DATA SHOWN
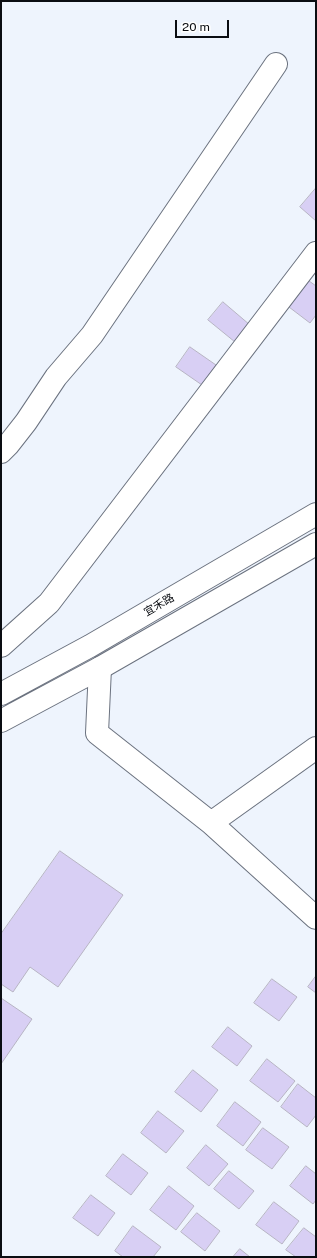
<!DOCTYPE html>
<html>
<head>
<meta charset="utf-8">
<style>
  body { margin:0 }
  #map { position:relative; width:317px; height:1258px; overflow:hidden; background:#eef4fd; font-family:"Public Sans",sans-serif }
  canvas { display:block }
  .frame { position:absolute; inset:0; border:2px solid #0a0d12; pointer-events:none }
  .scale { position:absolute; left:175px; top:20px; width:54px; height:18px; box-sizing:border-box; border:2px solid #0a0d12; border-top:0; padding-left:5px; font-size:12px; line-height:14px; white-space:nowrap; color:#0a0d12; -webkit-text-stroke:3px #fff; paint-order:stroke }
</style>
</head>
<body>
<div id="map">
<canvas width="317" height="1258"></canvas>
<div class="frame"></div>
<div class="scale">20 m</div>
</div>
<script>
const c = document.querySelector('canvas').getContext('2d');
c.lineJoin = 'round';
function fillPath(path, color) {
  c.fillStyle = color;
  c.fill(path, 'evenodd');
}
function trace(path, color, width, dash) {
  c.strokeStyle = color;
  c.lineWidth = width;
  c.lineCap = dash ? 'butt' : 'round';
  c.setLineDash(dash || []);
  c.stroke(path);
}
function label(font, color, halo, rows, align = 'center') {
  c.font = font + ' "Public Sans","Noto Sans SC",sans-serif';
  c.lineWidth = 3;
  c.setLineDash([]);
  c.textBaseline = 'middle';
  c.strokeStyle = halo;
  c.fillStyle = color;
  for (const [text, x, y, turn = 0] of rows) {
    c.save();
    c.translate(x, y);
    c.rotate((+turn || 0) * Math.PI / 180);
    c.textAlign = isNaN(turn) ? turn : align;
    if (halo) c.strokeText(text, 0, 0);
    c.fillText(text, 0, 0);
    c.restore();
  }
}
const building = new Path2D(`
  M316 188V221L300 207Z
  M305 278 316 286V315L310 323 285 304Z
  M223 302 250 325 235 342 208 320Z
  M190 347 216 365 202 385 176 367Z
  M60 851 123 895 58 987 30 967 13 992 1 984V934Z
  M316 976V993L308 987Z
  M272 979 297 997 279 1021 254 1003Z
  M1 998 32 1019 1 1064Z
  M228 1027 252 1046 237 1066 212 1047Z
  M267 1059 295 1081 278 1102 250 1081Z
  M193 1070 218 1090 201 1112 175 1092Z
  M298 1084 316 1098V1115L307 1127 281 1107Z
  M235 1102 261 1122 243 1146 217 1126Z
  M158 1111 184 1131 166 1153 141 1133Z
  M263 1128 289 1147 272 1169 246 1150Z
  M206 1145 228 1164 209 1186 187 1168Z
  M123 1154 148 1173 131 1195 106 1176Z
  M306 1166 316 1174V1200L313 1204 290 1186Z
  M229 1171 254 1191 239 1209 214 1189Z
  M169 1186 194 1206 176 1230 150 1210Z
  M91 1195 115 1213 98 1236 73 1218Z
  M274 1202 299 1221 282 1244 256 1225Z
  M197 1213 220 1231 205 1251 181 1232Z
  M133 1226 161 1247 153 1257H123L115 1251Z
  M304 1228 316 1237V1257H296L286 1250Z
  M240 1249 250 1257H233Z`);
fillPath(building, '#d8cff4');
trace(building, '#b7b4c3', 1);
const minor = new Path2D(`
  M1 452 8 445 26 422 56 377 92 335 276 64
  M1 646 49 603 316 253
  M100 668 97 733 211 823 316 918
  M211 823 316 748`);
const major = new Path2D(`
  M1 694 90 646 316 514
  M1 721 100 668 316 544`);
trace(minor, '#6b727f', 24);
trace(major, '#6b727f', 24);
trace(minor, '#fff', 22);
trace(major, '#fff', 22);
label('11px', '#0a0d12', '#fff', [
  ["宜禾路",159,605,-30]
]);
</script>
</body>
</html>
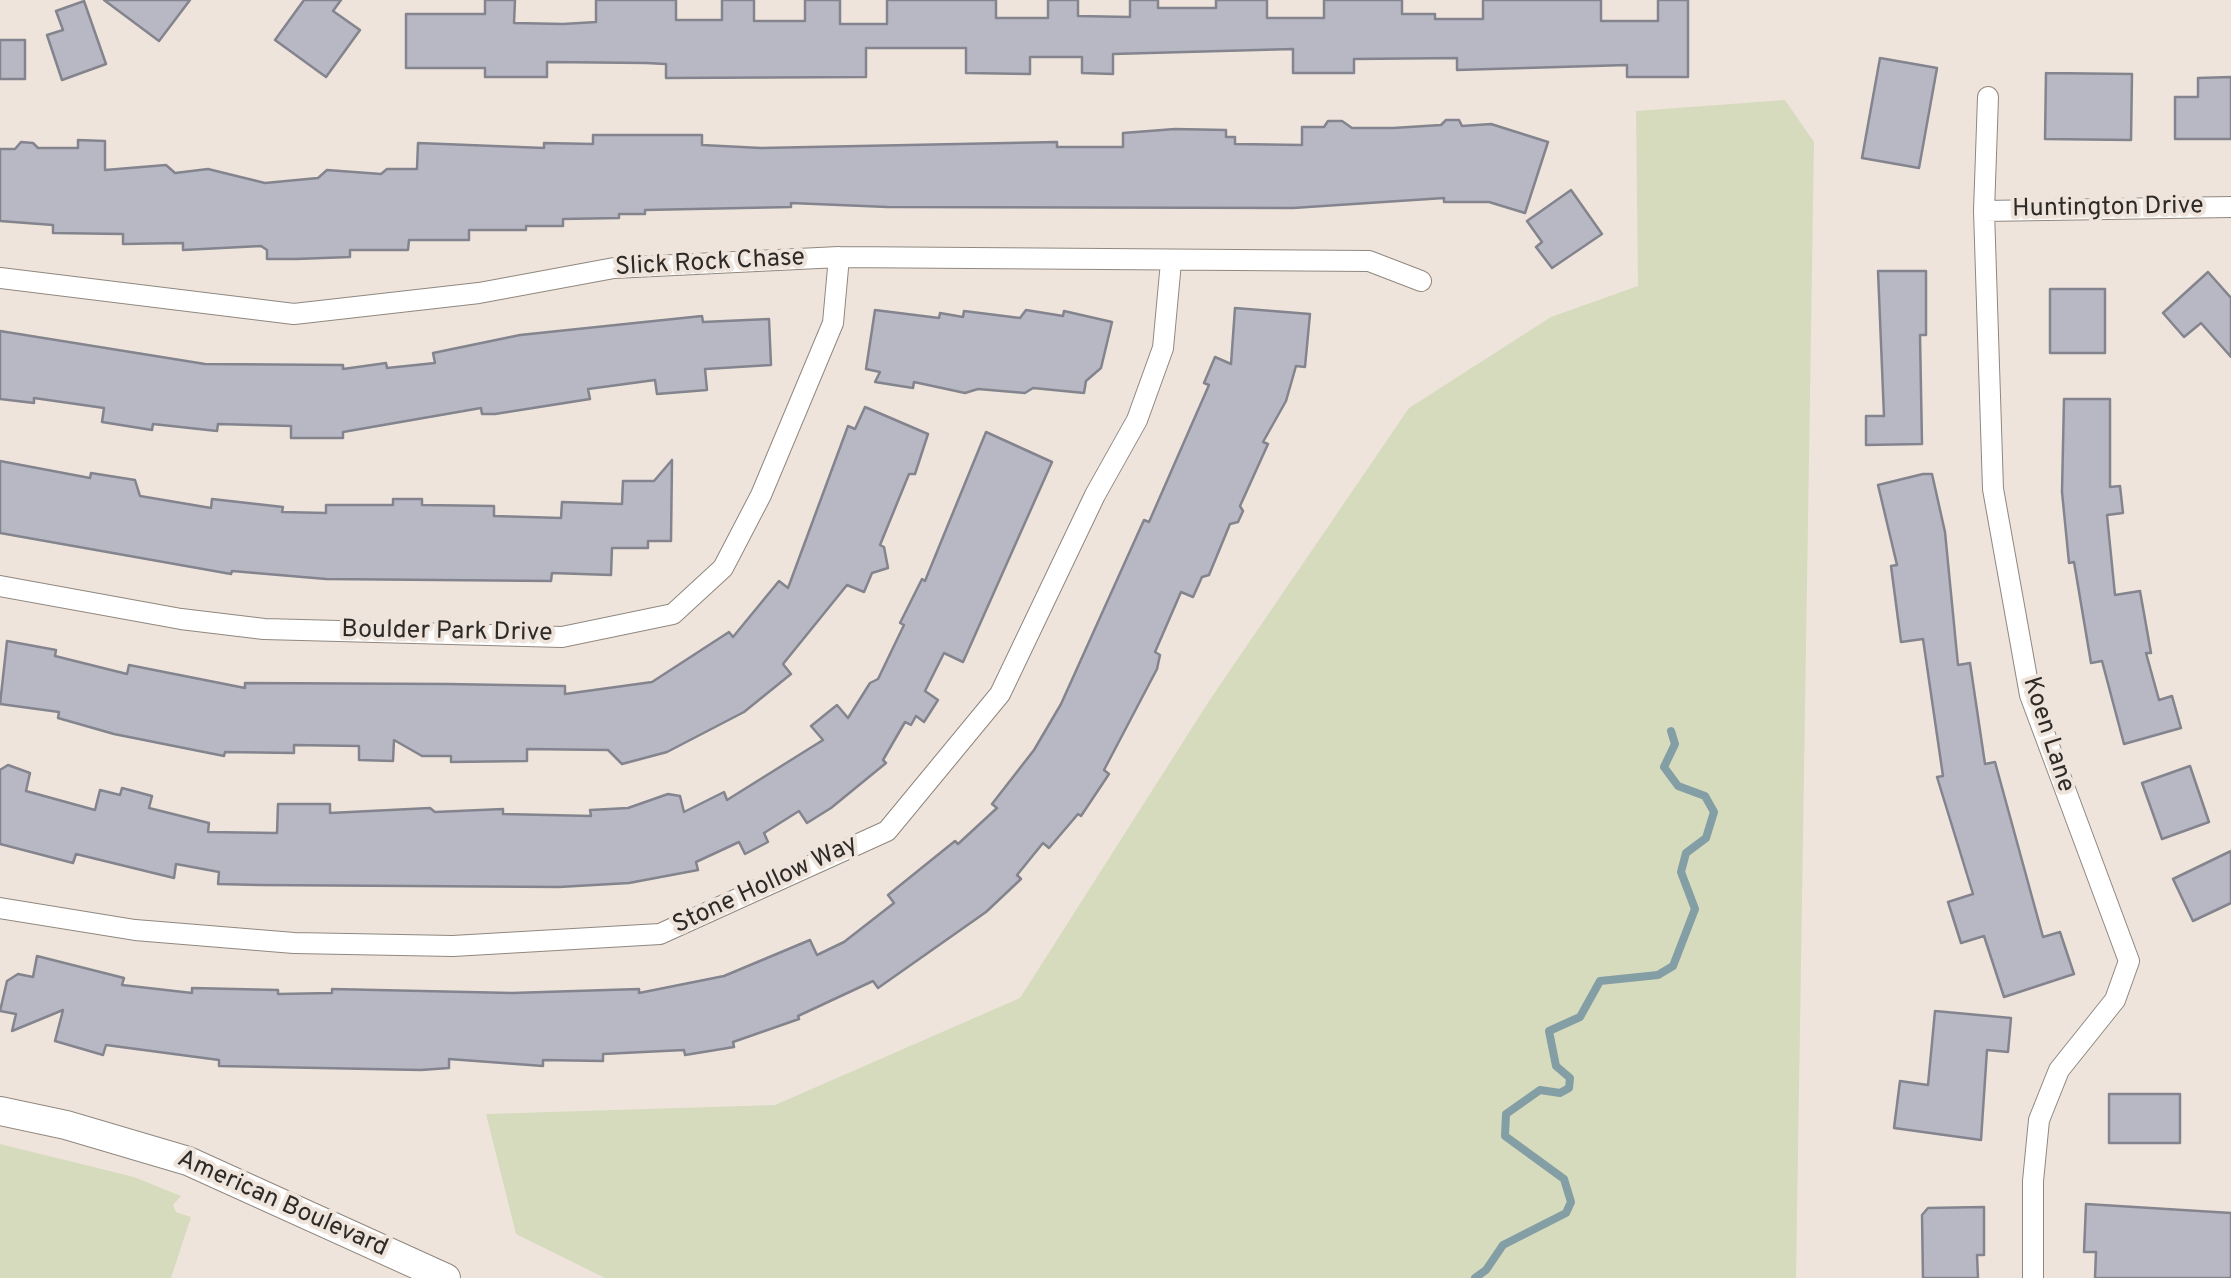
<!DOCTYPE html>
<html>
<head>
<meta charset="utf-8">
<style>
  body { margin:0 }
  canvas { display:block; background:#eee4db }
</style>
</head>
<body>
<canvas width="2231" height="1278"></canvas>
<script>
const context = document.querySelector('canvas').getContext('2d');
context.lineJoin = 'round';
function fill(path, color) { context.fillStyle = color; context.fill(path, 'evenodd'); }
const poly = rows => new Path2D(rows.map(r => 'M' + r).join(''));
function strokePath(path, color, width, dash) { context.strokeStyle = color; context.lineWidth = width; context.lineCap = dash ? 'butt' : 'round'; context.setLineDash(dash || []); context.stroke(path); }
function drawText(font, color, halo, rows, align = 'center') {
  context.font = font + ' Overpass,sans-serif'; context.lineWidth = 8; context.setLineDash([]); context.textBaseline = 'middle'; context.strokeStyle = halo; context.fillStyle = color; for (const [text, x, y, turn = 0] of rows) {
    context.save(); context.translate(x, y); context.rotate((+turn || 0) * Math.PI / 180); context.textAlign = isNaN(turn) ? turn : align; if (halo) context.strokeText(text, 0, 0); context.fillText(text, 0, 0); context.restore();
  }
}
const green = poly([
  [1785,100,1814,142,1796,1278,605,1278,516,1234,486,1114,775,1105,1020,998,1209,701,1409,408,1551,317,1638,286,1636,111],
  [0,1144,134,1177,181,1196,173,1205,176,1212,191,1217,171,1278,0,1278]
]);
const stream = poly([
  [1475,1278,1486,1270,1503,1245,1566,1213,1571,1202,1564,1179,1505,1136,1506,1114,1540,1090,1560,1093,1569,1088,1570,1078,1556,1066,1549,1031,1580,1017,1600,981,1658,975,1673,966,1695,909,1681,872,1686,853,1706,838,1714,812,1705,796,1678,786,1664,767,1675,744,1671,731]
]);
const building = poly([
  [104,0,190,0,159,41,104,0],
  [304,0,341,0,333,11,360,30,326,77,275,40,304,0],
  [485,0,515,0,514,23,563,24,596,22,596,0,676,0,676,20,722,20,722,0,754,0,754,21,805,21,805,0,840,0,840,24,887,24,887,0,996,0,996,18,1048,18,1048,0,1078,0,1078,16,1130,17,1130,0,1158,0,1158,8,1216,8,1216,0,1267,0,1267,18,1324,18,1324,0,1402,0,1402,14,1435,14,1435,19,1483,19,1483,0,1601,0,1601,21,1658,21,1658,0,1688,0,1688,77,1627,77,1627,65,1457,70,1457,58,1354,59,1354,73,1293,73,1293,49,1113,54,1113,74,1082,73,1082,57,1030,57,1030,74,966,73,966,48,866,48,866,77,666,78,666,64,646,63,547,62,547,77,485,77,485,68,406,68,406,14,485,14,485,0],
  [84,1,106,64,62,80,47,35,63,30,56,11,84,1],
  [0,40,25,40,25,79,0,79,0,40],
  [1880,58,1937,68,1919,168,1862,158,1880,58],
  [2046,73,2132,74,2131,140,2045,139,2046,73],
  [2231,77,2231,139,2175,139,2175,97,2198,97,2198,78,2231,77],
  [1446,120,1459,120,1462,126,1491,124,1548,142,1525,213,1489,202,1444,202,1444,198,1293,208,887,207,791,203,791,207,645,210,645,214,619,214,619,218,563,219,563,226,526,226,526,230,469,230,469,240,409,240,408,250,350,250,350,257,296,259,267,259,267,250,261,246,183,250,183,243,123,244,123,234,53,233,53,225,0,221,0,149,15,149,21,142,33,143,38,148,78,148,78,140,105,141,105,170,166,165,175,173,208,169,265,183,318,178,327,170,381,174,387,169,417,169,418,143,544,148,544,143,593,144,593,135,702,135,702,145,761,148,1057,142,1057,147,1123,147,1123,133,1175,129,1226,130,1226,137,1235,137,1235,144,1302,145,1302,127,1324,127,1328,121,1342,121,1352,128,1393,128,1441,125,1446,120],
  [1571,190,1602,234,1552,268,1536,247,1542,242,1527,221,1571,190],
  [1878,271,1926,271,1926,335,1920,335,1922,444,1866,445,1866,416,1884,416,1878,271],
  [2208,272,2231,298,2231,357,2201,323,2184,337,2163,313,2208,272],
  [2050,289,2105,289,2105,353,2050,353,2050,289],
  [1235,308,1310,314,1305,367,1296,366,1286,401,1263,442,1268,444,1240,506,1243,511,1238,522,1230,524,1209,575,1202,577,1193,597,1181,592,1155,652,1160,655,1157,669,1104,770,1109,774,1081,816,1078,814,1049,848,1043,843,1017,875,1021,879,986,912,878,988,873,981,798,1016,799,1019,733,1042,734,1047,685,1055,684,1050,603,1054,603,1061,543,1060,543,1066,449,1059,449,1068,421,1070,219,1066,219,1060,106,1045,103,1055,55,1041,63,1010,12,1031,16,1014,0,1011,7,981,18,974,33,977,37,956,124,978,122,985,192,993,192,988,278,990,278,994,332,993,332,989,512,993,639,989,639,993,724,976,810,940,817,955,844,942,894,903,888,895,955,841,958,844,997,808,992,804,1034,750,1061,704,1144,520,1149,522,1209,385,1204,383,1215,357,1231,364,1235,308],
  [875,310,939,318,940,313,963,317,964,311,1020,318,1026,310,1063,316,1064,311,1112,322,1101,368,1086,381,1084,393,1033,388,1025,393,978,389,965,393,914,382,913,388,875,382,880,372,866,369,875,310],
  [702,316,703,322,769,319,771,365,705,369,707,390,657,394,655,380,588,389,590,399,495,414,482,414,481,408,343,432,343,438,291,438,291,426,218,424,217,431,153,424,152,430,102,422,104,408,34,398,34,403,0,399,0,331,205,364,343,365,343,369,386,363,387,368,435,363,433,353,520,335,702,316],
  [2064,399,2110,399,2110,487,2120,486,2123,513,2107,515,2115,595,2140,591,2151,653,2146,653,2159,700,2172,696,2181,728,2124,744,2102,661,2091,663,2074,562,2069,563,2062,492,2064,399],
  [865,407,928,434,915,474,909,474,880,545,884,547,888,568,872,573,864,592,847,585,783,664,791,674,744,712,667,752,622,764,608,750,527,749,527,761,451,762,451,756,422,756,394,740,393,761,359,760,359,746,294,745,294,753,225,752,224,756,114,734,58,718,59,712,0,704,7,641,56,650,55,656,127,674,129,665,245,688,245,683,447,684,565,686,565,694,652,682,729,632,733,637,779,581,788,588,848,426,855,429,865,407],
  [986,432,1052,462,963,662,944,653,925,691,938,700,924,722,916,716,911,725,905,722,883,760,886,763,831,808,807,823,799,811,764,833,768,842,745,854,739,842,696,862,698,870,629,883,559,887,259,885,218,884,219,872,176,864,174,878,76,854,73,863,0,844,0,770,8,765,30,773,26,791,95,810,100,790,120,795,122,788,152,796,149,808,209,823,208,832,277,833,278,804,330,804,330,813,430,808,435,812,503,809,503,814,591,816,590,810,628,808,668,794,680,796,684,812,724,792,727,800,823,740,811,726,837,705,848,718,870,683,878,679,904,625,900,623,922,579,925,581,986,432],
  [672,460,671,541,648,541,648,548,612,548,611,575,552,573,551,581,326,579,232,571,231,574,0,533,0,461,90,478,91,473,135,480,140,496,211,508,212,499,283,507,282,512,326,513,326,505,393,505,393,499,422,499,422,505,494,506,494,516,561,518,562,502,622,504,623,481,654,481,672,460],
  [1923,474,1932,474,1945,532,1958,665,1970,663,1985,764,1995,762,2043,937,2060,932,2074,974,2004,997,1984,936,1961,943,1948,902,1973,894,1937,777,1943,776,1923,639,1901,642,1891,566,1897,565,1878,485,1923,474],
  [2190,766,2209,822,2162,839,2142,783,2190,766],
  [2231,851,2231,903,2193,921,2173,879,2231,851],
  [1935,1011,2011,1018,2008,1052,1987,1050,1981,1140,1894,1128,1900,1081,1928,1085,1935,1011],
  [2109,1094,2180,1094,2180,1143,2109,1143,2109,1094],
  [2086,1204,2231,1213,2231,1278,2095,1278,2096,1252,2084,1252,2086,1204],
  [1984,1207,1984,1255,1977,1255,1978,1278,1923,1278,1922,1215,1928,1208,1984,1207]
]);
const street = poly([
  [1988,97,1984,211,1993,489,2030,695,2129,961,2115,1000,2059,1070,2039,1120,2033,1181,2033,1278],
  [1984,211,2231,207],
  [0,278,294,314,479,293,614,268,839,257,1369,261,1421,281],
  [0,586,181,619,264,629,562,637,673,614,723,568,761,495,833,323,839,257],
  [0,908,135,930,294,943,453,946,660,934,887,831,1000,694,1095,495,1137,420,1163,348,1171,262]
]);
const secondary = poly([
  [0,1111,66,1125,188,1161,446,1278]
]);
const streetNames = [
  ["Huntington Drive",2108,209,-1],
  ["Slick Rock Chase",710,264,-3],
  ["Boulder Park Drive",447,633,1],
  ["Koen Lane",2047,735,72],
  ["Stone Hollow Way",766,886,-25],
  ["American Boulevard",282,1205,24]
];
fill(green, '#d6dbbe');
strokePath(stream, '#839ea4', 8);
fill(building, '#b7b8c3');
strokePath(building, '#83848e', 2.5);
strokePath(street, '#90877f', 22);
strokePath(secondary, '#90877f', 30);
strokePath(street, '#fff', 20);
strokePath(secondary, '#fff', 28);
drawText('25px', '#2e2a27', '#eee4db', streetNames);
</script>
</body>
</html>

ASSIGNMENT
Above are some records. Count the lines among them with the word "querySelector", and answer with the number only.

EXERCISE RESPONSE
2